Sunday, October 31, 2010

Happy Halloween

Tonight we will be headed out to dinner and a comedy club instead of handing out candy. Now that I spend the week in the city we cherish every moment we have together on the weekends. I am so glad that I get to enjoy the time as a sober person. 
I was thinking about my co-workers from my last job. They would tell me how they would take their kids trick or treating with a big cup of rum punch. At the time I thought, "Damn! Why didn't I think of that?" Every thought used to be figuring out how I could be drinking every moment. I am happy that I get to use my brain power for things other than sneaking a couple of drinks. 
Hope you all have a safe and sober Happy Halloween!

Wednesday, October 27, 2010

Peaceful

I don’t know how long this feeling will last- but I feel that I have gotten over that hump where everything I think about has to do with drinking. It’s not on my mind so much anymore and not drinking doesn’t feel like a big deal. I’ve gotten a lot of encouragement over the last 4 months telling me that alcohol won’t be on my mind everyday forever. They were right.
I feel really good. Life is going well and I am coping with stress in a healthy manner. I am eating right and exercising. I am doubtful that this feeling will last forever- but it is here now and I am grateful. At this point I know that it is possible to feel this way so if I get to feeling distressed again I will know there is light.  

Monday, October 25, 2010

Milestones

I feel good. Very good. Lately drinking or the act of not drinking has not been on my mind very much. Mostly I think about me not thinking about drinking. I am in a good place... I am so thankful to be sober. 

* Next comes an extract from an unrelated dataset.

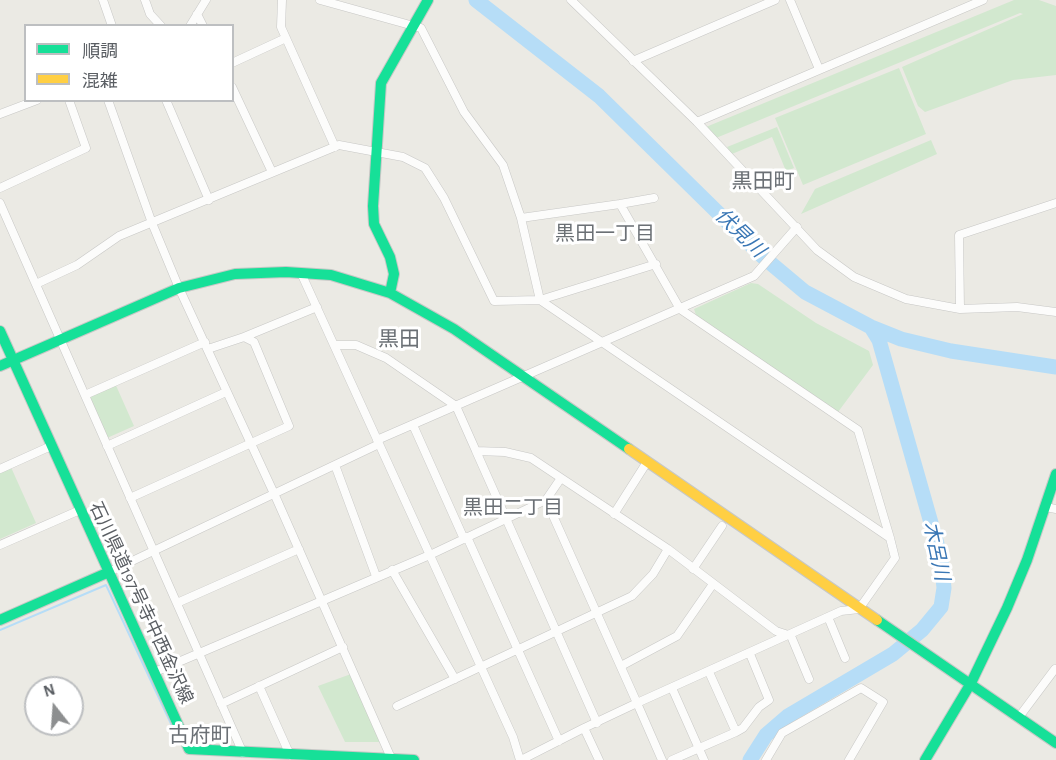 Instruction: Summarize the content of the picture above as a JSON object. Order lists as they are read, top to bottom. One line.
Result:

Wednesday, October 20, 2010

Mad but.... Triumphant!?!?

Today someone made me mad. Really really really mad. When I say mad- I mean red faced, eyes bulging, sweating, cursing mad!! I'm still kinda mad to tell you the truth!
BUT..... for the first time EVER I did NOT feel like I wanted to go have a drink. As a matter of fact- the only time I thought about alcohol was in my thinking that "wow- this would usually drive me to want to throw a few back." But I didn't feel like that.This is a monumental moment in my sobriety. Today I am 4 months sober.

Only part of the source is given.